Records from a data collection
=== Section Start ===
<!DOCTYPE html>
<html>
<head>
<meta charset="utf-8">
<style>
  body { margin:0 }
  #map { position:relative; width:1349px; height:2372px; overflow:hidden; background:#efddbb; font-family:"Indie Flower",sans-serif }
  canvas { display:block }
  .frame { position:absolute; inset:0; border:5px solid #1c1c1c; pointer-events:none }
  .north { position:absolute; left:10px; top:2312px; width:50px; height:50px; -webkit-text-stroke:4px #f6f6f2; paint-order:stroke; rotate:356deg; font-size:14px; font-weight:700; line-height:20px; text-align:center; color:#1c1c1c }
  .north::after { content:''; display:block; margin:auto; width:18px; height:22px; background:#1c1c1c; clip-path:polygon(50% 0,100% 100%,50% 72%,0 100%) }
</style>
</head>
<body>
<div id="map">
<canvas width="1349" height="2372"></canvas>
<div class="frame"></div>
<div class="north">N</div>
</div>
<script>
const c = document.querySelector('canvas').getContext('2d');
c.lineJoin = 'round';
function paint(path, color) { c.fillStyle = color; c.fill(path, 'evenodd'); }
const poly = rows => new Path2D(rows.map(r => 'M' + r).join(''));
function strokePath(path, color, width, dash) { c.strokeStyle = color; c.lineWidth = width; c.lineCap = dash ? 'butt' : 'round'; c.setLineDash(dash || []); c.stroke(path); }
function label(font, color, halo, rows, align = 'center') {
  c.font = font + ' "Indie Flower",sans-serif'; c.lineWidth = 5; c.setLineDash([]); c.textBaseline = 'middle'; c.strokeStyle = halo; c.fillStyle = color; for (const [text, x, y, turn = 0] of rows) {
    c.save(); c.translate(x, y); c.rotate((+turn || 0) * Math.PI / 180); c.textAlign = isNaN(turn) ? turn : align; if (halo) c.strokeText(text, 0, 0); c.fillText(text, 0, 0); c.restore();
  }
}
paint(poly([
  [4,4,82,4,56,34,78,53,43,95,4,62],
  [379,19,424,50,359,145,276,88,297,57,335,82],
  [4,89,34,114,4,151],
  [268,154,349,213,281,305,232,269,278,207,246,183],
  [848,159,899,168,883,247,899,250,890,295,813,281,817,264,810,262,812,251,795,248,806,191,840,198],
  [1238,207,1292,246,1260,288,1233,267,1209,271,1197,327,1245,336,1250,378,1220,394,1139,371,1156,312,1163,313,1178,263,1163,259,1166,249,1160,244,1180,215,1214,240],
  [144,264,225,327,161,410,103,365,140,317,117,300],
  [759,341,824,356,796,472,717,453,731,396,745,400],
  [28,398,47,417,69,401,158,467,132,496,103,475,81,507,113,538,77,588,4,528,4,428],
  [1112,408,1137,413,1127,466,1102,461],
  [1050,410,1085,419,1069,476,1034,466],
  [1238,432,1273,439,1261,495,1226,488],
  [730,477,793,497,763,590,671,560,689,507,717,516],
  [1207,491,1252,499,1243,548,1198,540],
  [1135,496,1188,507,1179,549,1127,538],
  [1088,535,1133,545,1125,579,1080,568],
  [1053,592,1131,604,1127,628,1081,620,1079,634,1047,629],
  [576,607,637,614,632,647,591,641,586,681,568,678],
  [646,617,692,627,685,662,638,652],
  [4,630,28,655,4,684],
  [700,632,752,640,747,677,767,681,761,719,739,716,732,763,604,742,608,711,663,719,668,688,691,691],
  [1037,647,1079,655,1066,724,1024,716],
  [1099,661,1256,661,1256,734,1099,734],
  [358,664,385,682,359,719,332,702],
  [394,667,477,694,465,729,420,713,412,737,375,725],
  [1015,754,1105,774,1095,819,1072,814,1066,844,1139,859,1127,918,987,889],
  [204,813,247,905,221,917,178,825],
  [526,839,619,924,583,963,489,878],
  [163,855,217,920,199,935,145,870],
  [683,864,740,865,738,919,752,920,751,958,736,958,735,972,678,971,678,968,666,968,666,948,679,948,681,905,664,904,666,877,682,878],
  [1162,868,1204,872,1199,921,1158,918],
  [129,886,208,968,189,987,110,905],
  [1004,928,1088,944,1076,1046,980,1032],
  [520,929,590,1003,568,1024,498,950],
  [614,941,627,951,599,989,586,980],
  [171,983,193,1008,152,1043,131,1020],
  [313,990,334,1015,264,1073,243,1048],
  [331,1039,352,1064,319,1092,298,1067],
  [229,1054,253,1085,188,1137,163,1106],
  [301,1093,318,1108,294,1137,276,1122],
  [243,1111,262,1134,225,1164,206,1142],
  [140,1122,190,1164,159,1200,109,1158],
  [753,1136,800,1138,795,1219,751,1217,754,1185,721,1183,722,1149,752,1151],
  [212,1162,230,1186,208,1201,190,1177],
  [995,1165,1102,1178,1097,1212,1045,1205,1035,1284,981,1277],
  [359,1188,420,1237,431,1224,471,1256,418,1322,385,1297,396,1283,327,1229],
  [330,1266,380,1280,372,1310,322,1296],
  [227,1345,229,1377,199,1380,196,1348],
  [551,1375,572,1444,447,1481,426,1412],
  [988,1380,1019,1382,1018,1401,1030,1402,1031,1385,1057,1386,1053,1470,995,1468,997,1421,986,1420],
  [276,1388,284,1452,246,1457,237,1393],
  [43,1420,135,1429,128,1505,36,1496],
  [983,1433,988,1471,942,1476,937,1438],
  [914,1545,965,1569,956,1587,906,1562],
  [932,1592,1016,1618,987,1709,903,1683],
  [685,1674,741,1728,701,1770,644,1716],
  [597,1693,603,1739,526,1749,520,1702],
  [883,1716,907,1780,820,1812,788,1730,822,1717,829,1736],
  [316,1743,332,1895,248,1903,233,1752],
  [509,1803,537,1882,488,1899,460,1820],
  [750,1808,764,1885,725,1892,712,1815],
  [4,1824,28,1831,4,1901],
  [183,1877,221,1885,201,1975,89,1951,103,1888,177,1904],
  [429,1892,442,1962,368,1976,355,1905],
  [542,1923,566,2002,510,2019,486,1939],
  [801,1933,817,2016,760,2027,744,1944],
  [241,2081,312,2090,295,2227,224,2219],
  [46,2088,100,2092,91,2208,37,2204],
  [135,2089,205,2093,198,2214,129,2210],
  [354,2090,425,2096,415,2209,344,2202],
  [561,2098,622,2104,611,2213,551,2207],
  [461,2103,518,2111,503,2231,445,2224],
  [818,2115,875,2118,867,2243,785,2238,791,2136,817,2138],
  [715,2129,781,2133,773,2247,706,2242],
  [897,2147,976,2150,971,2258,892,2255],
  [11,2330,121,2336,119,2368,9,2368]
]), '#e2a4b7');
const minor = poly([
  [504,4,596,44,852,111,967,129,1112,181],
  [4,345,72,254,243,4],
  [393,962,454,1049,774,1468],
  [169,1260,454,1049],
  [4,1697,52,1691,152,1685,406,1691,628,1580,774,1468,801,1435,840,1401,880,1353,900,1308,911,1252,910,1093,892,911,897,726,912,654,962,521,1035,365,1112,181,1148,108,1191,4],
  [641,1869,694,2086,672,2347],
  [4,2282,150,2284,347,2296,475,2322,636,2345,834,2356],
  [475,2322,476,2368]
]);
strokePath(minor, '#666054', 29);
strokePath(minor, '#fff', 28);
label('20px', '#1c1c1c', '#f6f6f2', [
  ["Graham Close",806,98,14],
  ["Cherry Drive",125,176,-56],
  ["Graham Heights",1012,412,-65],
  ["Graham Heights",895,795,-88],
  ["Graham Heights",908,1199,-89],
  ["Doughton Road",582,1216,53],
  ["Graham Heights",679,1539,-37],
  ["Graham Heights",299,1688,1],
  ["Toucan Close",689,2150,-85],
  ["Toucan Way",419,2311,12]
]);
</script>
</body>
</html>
=== Section End ===
PROBLEM DESCRIPTION: From the lines above, copy those that contain the word "function".

RESPONSE AREA:
function paint(path, color) { c.fillStyle = color; c.fill(path, 'evenodd'); }
function strokePath(path, color, width, dash) { c.strokeStyle = color; c.lineWidth = width; c.lineCap = dash ? 'butt' : 'round'; c.setLineDash(dash || []); c.stroke(path); }
function label(font, color, halo, rows, align = 'center') {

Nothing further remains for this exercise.